(Data records)

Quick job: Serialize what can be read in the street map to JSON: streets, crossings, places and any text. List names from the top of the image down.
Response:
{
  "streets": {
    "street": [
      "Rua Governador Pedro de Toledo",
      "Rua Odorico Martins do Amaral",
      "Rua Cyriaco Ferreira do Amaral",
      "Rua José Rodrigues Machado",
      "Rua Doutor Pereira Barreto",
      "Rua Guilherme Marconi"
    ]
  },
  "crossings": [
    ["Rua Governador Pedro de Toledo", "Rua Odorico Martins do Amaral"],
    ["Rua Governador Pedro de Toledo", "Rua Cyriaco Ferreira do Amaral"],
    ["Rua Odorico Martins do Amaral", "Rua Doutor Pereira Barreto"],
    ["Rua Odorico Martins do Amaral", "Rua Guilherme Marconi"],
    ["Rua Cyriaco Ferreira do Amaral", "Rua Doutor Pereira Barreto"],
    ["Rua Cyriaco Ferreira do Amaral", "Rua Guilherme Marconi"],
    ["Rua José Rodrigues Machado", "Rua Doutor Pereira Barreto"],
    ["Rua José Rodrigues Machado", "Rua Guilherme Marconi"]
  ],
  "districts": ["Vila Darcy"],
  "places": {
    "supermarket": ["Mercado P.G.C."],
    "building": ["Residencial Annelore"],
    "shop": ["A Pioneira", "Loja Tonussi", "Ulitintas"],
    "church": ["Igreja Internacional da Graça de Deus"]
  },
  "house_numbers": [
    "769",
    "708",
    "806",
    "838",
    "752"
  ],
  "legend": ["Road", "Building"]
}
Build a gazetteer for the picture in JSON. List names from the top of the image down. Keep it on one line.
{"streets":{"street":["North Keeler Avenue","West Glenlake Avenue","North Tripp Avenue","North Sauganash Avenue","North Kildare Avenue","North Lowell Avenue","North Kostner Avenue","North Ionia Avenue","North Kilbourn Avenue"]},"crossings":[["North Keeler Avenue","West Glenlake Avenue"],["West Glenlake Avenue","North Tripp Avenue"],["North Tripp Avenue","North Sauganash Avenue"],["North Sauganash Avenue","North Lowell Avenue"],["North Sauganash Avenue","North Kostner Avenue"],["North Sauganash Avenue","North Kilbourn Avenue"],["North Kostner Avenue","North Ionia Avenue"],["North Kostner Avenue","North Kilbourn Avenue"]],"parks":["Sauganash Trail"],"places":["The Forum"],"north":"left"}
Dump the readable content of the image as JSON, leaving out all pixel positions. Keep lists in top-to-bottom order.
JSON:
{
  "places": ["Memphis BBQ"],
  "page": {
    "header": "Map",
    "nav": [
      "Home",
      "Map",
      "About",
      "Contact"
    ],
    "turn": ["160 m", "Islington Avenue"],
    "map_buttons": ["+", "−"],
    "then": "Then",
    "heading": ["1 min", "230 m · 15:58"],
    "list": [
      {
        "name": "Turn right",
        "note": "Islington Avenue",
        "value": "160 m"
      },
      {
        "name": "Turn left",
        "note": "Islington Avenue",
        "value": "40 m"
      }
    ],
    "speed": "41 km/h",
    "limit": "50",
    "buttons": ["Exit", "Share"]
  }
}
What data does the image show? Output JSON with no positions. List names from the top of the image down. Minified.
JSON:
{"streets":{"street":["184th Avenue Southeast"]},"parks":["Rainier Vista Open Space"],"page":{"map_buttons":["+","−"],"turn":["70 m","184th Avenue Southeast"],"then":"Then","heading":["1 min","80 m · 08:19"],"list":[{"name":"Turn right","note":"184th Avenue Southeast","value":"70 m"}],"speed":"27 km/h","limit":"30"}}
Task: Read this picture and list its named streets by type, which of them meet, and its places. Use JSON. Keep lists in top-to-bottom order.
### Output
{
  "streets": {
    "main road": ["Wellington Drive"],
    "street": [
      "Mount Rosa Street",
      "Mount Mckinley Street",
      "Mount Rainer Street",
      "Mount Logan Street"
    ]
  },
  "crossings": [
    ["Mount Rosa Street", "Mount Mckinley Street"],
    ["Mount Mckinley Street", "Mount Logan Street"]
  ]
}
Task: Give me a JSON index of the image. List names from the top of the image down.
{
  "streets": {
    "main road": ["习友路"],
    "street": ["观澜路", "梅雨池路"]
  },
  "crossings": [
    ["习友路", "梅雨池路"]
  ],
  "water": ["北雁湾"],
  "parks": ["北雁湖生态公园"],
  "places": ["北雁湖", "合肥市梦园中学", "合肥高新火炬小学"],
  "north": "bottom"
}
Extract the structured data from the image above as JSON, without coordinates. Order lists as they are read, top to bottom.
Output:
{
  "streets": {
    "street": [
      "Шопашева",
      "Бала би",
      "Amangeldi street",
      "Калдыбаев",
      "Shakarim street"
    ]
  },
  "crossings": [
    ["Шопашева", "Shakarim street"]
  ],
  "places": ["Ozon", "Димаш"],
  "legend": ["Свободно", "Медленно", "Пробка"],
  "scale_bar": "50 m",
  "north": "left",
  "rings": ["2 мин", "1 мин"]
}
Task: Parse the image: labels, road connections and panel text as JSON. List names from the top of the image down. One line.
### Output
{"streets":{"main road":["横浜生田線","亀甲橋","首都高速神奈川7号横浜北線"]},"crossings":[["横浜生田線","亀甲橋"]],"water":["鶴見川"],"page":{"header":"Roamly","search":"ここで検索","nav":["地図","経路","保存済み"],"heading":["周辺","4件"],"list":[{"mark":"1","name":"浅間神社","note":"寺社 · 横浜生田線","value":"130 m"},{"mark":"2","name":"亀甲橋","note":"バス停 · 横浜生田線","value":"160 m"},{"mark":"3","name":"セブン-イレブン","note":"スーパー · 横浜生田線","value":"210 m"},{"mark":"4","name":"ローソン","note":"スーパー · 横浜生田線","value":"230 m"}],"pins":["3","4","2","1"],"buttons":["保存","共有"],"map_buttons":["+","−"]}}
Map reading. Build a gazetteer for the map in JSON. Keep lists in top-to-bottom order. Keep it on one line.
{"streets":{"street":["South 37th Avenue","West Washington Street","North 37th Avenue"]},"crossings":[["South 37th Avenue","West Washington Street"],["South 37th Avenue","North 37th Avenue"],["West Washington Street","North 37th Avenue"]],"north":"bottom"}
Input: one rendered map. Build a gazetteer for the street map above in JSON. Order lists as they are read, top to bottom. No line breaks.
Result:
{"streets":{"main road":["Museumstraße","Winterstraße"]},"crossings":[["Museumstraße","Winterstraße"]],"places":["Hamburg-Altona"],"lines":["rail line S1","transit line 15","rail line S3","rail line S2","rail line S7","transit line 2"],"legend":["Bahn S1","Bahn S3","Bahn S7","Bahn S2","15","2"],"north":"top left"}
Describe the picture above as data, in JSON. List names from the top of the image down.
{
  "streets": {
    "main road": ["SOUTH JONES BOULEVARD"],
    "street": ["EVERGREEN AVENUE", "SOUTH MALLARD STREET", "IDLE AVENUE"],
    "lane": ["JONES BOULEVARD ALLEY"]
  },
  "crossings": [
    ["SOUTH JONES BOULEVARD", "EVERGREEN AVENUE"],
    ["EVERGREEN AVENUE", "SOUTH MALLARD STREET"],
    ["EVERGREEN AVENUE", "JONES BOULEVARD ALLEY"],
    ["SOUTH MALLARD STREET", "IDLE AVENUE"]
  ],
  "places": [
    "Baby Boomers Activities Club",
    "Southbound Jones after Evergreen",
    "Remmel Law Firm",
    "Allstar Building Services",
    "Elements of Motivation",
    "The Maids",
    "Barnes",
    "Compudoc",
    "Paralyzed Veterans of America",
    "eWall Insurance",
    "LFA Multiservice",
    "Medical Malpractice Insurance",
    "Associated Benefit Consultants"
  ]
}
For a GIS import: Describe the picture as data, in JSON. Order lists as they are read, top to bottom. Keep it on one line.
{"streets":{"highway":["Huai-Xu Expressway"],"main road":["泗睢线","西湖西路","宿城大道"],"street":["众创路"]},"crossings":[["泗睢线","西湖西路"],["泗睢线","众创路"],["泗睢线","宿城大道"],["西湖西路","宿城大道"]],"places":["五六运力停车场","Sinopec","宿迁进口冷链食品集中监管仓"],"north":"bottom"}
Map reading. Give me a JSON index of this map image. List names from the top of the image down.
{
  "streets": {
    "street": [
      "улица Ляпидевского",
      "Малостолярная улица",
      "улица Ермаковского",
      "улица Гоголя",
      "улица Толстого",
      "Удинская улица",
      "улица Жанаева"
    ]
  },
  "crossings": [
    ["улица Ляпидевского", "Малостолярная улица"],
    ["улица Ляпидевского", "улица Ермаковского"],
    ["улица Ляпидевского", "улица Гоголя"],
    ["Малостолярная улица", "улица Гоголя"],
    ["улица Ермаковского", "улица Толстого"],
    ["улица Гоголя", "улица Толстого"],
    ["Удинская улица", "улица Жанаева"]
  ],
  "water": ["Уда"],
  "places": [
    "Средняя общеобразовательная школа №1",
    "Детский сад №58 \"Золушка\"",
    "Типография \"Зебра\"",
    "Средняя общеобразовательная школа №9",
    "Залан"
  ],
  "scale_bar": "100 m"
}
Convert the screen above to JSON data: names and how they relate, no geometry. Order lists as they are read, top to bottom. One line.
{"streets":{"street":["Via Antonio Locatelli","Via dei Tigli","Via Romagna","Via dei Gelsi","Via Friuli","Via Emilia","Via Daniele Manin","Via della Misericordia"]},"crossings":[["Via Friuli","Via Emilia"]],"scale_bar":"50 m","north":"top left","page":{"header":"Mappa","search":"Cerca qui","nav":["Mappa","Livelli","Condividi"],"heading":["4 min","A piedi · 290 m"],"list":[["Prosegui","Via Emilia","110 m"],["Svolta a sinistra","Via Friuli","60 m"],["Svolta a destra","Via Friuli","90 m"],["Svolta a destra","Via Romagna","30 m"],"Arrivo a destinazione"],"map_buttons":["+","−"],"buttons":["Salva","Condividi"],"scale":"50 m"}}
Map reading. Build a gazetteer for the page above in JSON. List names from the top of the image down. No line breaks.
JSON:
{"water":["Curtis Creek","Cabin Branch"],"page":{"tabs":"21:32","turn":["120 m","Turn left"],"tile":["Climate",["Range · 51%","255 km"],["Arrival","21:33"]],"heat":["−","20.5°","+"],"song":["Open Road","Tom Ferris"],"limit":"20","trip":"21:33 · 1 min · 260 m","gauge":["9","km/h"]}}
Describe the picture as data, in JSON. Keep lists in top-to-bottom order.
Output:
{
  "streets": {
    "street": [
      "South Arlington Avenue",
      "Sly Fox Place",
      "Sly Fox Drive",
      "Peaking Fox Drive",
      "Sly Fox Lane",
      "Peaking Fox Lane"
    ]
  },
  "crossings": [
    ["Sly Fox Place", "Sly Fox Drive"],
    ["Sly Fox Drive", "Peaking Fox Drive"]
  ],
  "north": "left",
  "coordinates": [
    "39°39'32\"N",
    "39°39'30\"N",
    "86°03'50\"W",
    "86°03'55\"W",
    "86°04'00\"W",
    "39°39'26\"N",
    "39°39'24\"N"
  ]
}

- _What to produce_
Some of the data mentions "positions". Copy every line where it does.

- _Task answer_
Dump the readable content of the image as JSON, leaving out all pixel positions. Keep lists in top-to-bottom order.
What data does the image show? Output JSON with no positions. List names from the top of the image down. Minified.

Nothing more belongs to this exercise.